Since there seems to be no import functionality for the Datastore emulator, you can build your own.
It's something as simple as creating two clients within your script, one for the remote (cloud) Datastore, and one for the local Datastore emulator. Since the Cloud Client Libraries support the emulator, you can dig into the code to see how to establish the connection properly.

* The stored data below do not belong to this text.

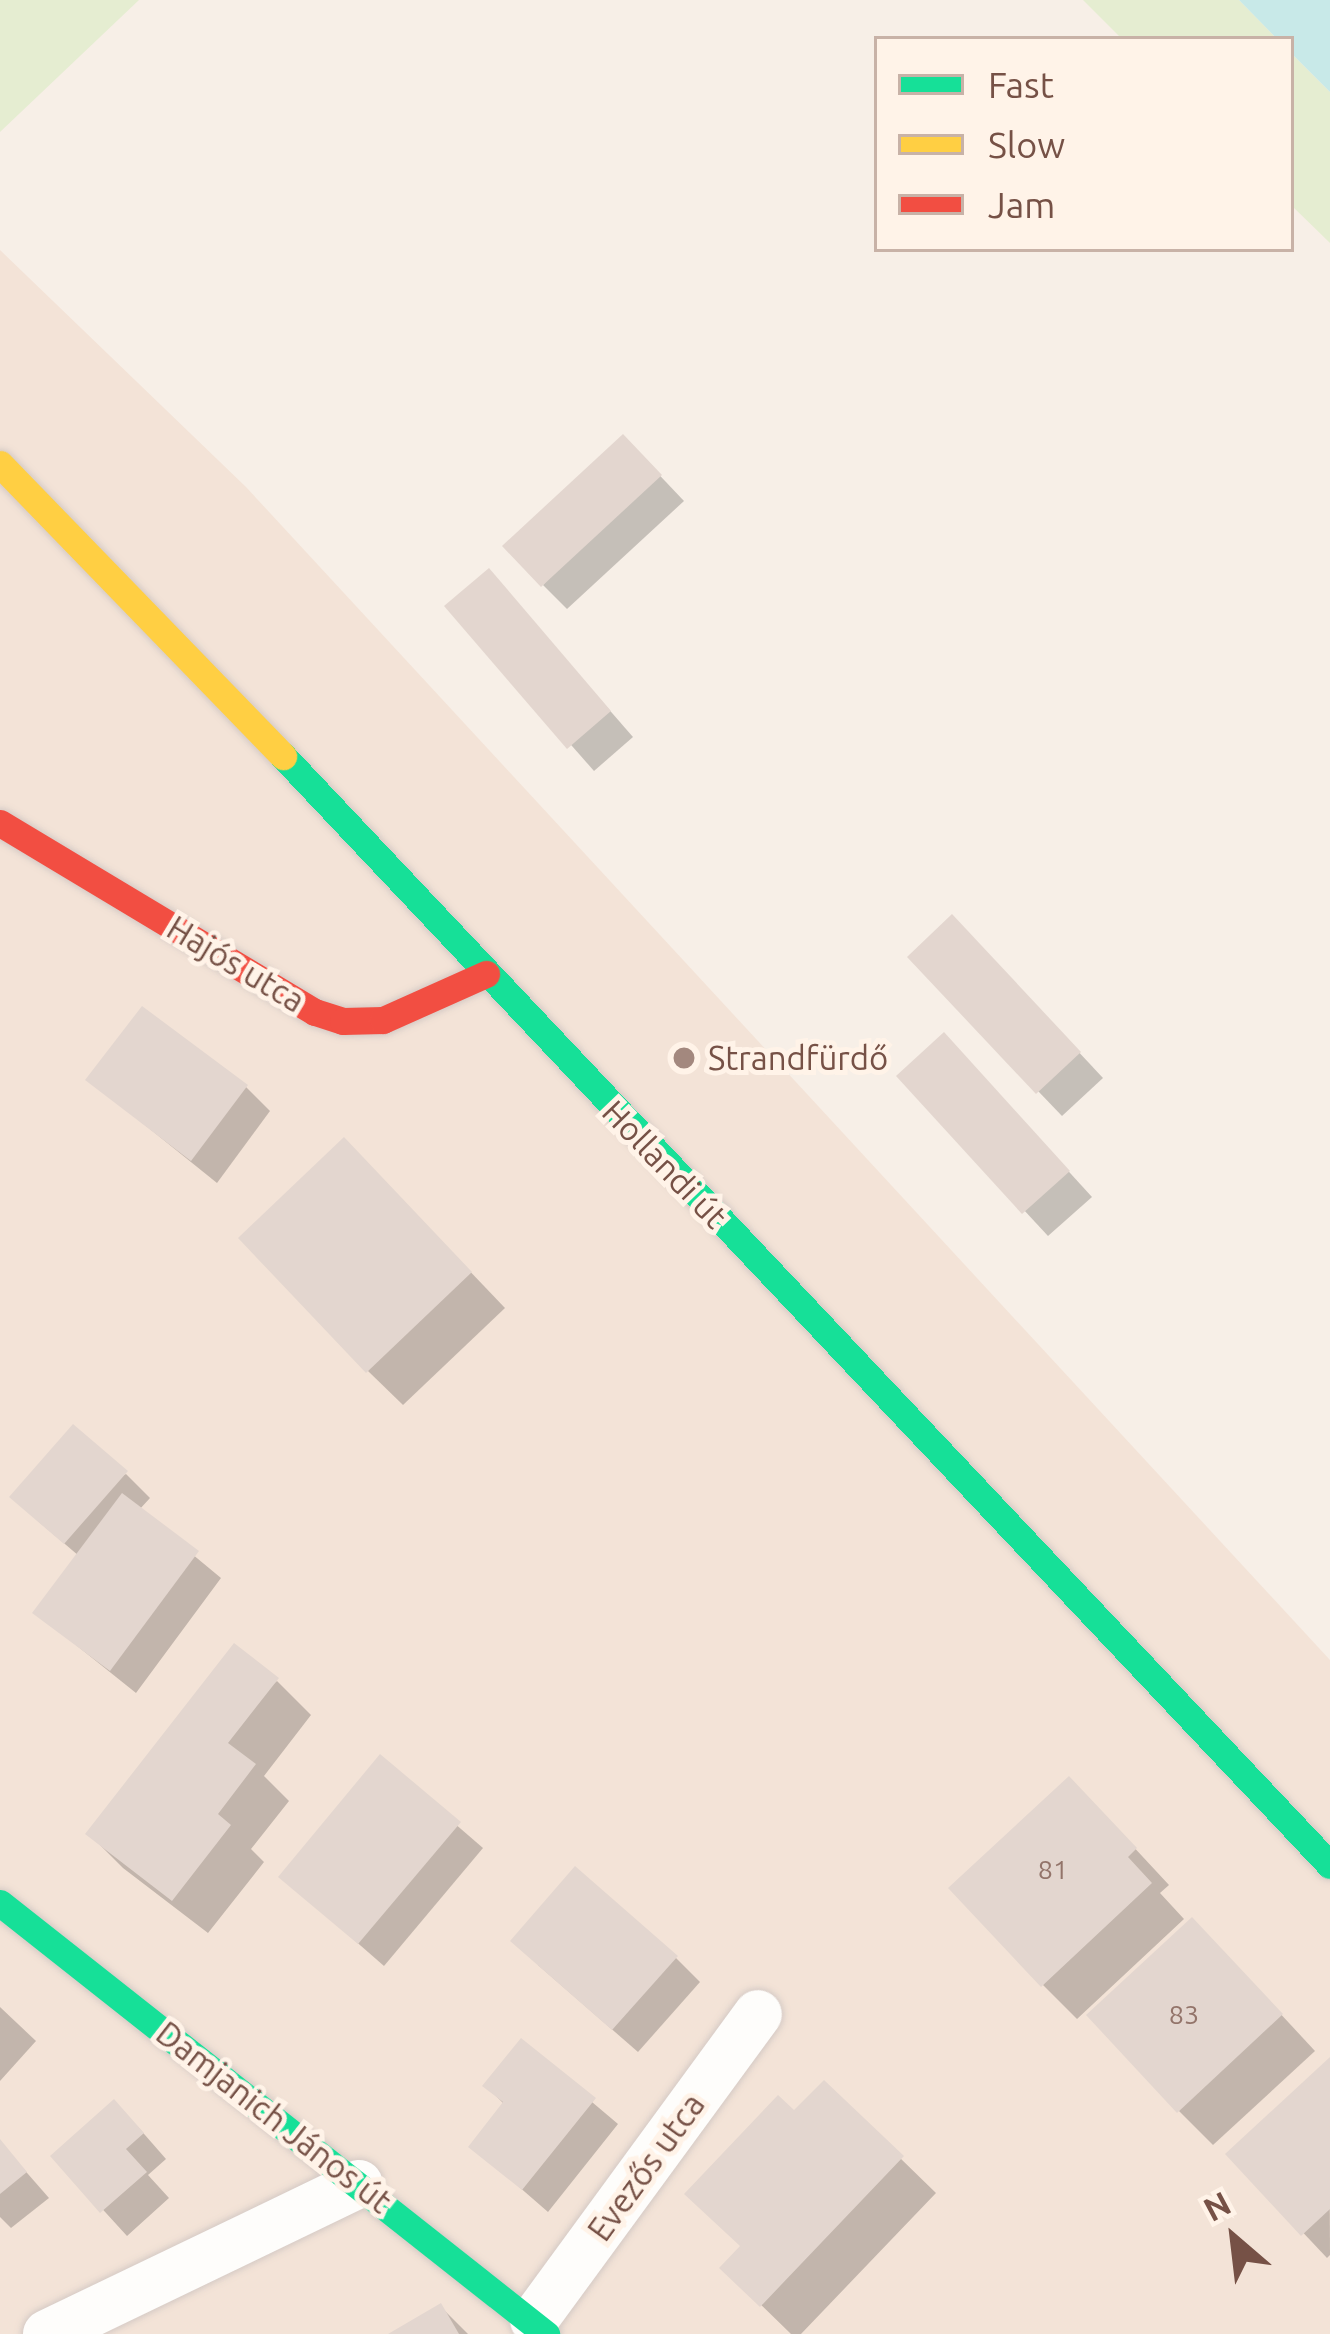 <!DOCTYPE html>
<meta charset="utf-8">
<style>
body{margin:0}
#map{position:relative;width:1330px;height:2334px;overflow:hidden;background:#f7efe7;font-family:Ubuntu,sans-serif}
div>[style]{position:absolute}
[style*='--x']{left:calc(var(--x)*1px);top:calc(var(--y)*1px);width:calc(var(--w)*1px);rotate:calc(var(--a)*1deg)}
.residential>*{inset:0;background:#f3e3d7}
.green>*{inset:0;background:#e5edd1}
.water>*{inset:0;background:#c8e9e8}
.shadow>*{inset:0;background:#0003}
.building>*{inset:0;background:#e3d6cf}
.roads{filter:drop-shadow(0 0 3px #d5cac5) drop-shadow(0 0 3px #d5cac5)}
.street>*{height:48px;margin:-24px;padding:0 24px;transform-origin:24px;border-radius:24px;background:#fefdfb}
.fast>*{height:27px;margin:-13.5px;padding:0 13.5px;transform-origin:13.5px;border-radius:13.5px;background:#16e098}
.slow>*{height:27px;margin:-13.5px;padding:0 13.5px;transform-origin:13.5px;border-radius:13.5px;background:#ffcf43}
.jam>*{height:27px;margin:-13.5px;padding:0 13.5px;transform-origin:13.5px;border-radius:13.5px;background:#f24e42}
.dots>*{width:33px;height:33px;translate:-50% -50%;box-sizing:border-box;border:6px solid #fff3e8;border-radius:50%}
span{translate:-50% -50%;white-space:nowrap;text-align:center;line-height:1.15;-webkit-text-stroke:10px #fff3e8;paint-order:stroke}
.number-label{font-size:27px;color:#93746a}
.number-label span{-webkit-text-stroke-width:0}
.street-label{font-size:33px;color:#765146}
.poi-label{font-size:33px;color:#765146}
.left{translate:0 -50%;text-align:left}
.legend{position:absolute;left:874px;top:36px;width:420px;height:216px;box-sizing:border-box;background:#fff3e8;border:3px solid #c8b2a7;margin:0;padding:15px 21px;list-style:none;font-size:36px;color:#765146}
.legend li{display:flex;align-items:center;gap:24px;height:60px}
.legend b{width:60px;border:3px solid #c8b2a7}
.north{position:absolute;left:1174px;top:2178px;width:120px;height:120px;-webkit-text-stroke:9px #fff3e8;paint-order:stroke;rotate:332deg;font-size:33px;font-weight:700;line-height:48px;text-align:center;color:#765146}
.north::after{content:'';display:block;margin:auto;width:42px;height:54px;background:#765146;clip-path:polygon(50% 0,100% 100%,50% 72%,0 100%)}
</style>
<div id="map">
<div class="residential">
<i style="clip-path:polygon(0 250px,246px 487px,1330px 1660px,1330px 2334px,0 2334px)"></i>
</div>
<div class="green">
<i style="clip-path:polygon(0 0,139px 0,0 132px)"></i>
<i style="clip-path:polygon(1083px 0,1239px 0,1277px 39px,1122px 39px)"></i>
<i style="clip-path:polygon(1291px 53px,1330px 92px,1330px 243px,1291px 205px)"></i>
</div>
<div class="water">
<i style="clip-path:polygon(1239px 0,1330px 0,1330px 92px,1291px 53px,1291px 39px,1277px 39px)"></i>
</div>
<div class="shadow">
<i style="clip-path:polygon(647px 462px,684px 501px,567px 609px,543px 585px)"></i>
<i style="clip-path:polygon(489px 572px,633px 737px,594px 771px,449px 606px)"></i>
<i style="clip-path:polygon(976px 942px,1103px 1078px,1062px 1116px,1038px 1091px)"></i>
<i style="clip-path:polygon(967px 1060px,1092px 1197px,1048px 1236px,900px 1076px)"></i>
<i style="clip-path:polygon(89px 1080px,246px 1087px,270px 1111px,217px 1183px)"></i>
<i style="clip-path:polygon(378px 1175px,505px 1308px,403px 1405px,368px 1371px)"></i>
<i style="clip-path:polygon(126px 1474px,150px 1498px,139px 1510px,221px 1578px,136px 1693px,36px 1613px,79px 1556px,38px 1521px)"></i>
<i style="clip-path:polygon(277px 1681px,311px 1715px,264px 1776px,289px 1801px,251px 1849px,264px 1862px,208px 1933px,123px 1868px,89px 1834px)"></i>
<i style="clip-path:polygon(380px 1759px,483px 1848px,384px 1966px,282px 1877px)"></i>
<i style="clip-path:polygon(1103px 1814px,1169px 1885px,1160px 1893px,1184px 1919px,1077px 2019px,1043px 1985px)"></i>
<i style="clip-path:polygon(1226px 1955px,1315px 2051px,1213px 2145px,1179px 2111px)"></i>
<i style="clip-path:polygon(676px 1958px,700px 1982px,638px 2052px,538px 1965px)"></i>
<i style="clip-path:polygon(0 2007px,36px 2041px,0 2081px)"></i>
<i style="clip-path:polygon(521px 2042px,618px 2124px,548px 2212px,472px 2146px,505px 2105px,486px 2086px)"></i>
<i style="clip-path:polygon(1329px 2062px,1330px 2255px,1327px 2258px,1229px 2154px)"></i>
<i style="clip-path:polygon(824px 2084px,936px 2193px,801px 2334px,791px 2334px,723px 2268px,743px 2247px,794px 2114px)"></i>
<i style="clip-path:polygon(138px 2127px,166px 2159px,148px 2175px,169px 2198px,127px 2236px,54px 2156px)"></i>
<i style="clip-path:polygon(0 2142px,49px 2198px,11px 2228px,0 2217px)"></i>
<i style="clip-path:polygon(441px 2307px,468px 2334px,394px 2334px)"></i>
</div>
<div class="building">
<i style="clip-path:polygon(623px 434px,662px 475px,541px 587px,502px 546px)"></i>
<i style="clip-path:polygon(489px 568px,611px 711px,567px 749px,444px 606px)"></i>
<i style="clip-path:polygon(952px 914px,1081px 1052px,1036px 1094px,907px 957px)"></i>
<i style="clip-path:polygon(142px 1006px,248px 1085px,191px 1161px,85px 1080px)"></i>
<i style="clip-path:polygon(944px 1032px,1070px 1171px,1022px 1214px,896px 1076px)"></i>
<i style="clip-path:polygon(344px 1137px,472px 1272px,366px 1373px,238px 1238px)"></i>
<i style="clip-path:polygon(73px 1424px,128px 1471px,64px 1544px,9px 1497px)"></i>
<i style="clip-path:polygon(122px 1493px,199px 1551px,110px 1671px,32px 1613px)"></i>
<i style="clip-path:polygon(234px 1643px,279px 1678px,228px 1743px,256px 1764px,218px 1814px,231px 1825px,172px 1901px,85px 1834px)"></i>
<i style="clip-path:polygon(380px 1754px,461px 1822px,358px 1944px,278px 1877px)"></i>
<i style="clip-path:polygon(1069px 1776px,1137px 1848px,1128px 1857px,1152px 1883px,1041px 1987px,948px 1888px)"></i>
<i style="clip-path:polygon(575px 1866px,678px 1956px,612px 2030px,510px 1941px)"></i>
<i style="clip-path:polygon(1192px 1917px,1283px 2014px,1177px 2113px,1086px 2015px)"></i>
<i style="clip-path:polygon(521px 2038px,596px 2098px,522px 2190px,468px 2147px,503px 2102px,482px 2086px)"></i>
<i style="clip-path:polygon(1330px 2057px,1330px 2209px,1301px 2236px,1225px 2154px)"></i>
<i style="clip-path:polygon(824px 2080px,904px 2156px,760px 2307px,719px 2268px,740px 2246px,684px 2194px,778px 2095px,794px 2110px)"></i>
<i style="clip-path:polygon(114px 2099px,144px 2133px,126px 2149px,147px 2172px,100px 2213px,50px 2156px)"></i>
<i style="clip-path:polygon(0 2139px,27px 2172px,0 2194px)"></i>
<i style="clip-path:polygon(441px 2303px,459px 2334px,388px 2334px)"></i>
</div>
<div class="roads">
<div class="street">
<i style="--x:534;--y:2320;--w:379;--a:-53.8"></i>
<i style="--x:47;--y:2334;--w:346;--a:-25.7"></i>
</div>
<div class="fast">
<i style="--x:283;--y:756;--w:1525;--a:46.65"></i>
<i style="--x:0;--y:1903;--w:696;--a:38.29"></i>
</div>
<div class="slow">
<i style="--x:0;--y:464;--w:407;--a:45.9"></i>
</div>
<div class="jam">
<i style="--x:0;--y:823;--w:367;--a:31"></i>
<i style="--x:315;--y:1012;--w:29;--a:18"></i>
<i style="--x:343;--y:1021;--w:40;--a:-1.4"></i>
<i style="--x:383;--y:1020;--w:113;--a:-24.1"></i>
</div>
</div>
<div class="dots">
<i style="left:684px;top:1058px;background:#a3887e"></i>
</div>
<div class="number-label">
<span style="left:1053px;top:1870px">81</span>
<span style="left:1184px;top:2015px">83</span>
</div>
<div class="street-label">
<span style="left:236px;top:964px;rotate:31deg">Hajós utca</span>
<span style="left:665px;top:1164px;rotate:46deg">Hollandi út</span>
<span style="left:274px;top:2117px;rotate:38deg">Damjanich János út</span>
<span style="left:646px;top:2167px;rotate:-54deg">Evezős utca</span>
</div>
<div class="poi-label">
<span class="left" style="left:708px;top:1058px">Strandfürdő</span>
</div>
<ul class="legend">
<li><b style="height:15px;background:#16e098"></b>Fast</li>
<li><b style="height:15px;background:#ffcf43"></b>Slow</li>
<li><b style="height:15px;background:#f24e42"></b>Jam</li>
</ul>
<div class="north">N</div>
</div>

I did exactly that for the go Cloud Client Libraries, and came up with this script:
package main
import (
"context"
"fmt"
"os"
"time"
"cloud.google.com/go/datastore"
"google.golang.org/api/iterator"
"google.golang.org/api/option"
"google.golang.org/grpc"
)
const (
projectId = "<PROJECT_ID>"
namespace = "<NAMESPACE>"
kind = "<KIND>"
emulatorHost = "<EMULATOR_HOST>:<EMULATOR_PORT>"
)
func main() {
ctx := context.Background()
// Create the Cloud Datastore client
remoteClient, err := datastore.NewClient(ctx, projectId, option.WithGRPCConnectionPool(50))
if err != nil {
fmt.Fprintf(os.Stderr, "Could not create remote datastore client: %v \n", err)
}
// Create the local Datastore Emulator client
o := []option.ClientOption{
option.WithEndpoint(emulatorHost),
option.WithoutAuthentication(),
option.WithGRPCDialOption(grpc.WithInsecure()),
option.WithGRPCConnectionPool(50),
}
localClient, err := datastore.NewClient(ctx, projectId, o...)
if err != nil {
fmt.Fprintf(os.Stderr, "Could not create local datastore client: %v \n", err)
}
// Create the query
q := datastore.NewQuery(kind).Namespace(namespace)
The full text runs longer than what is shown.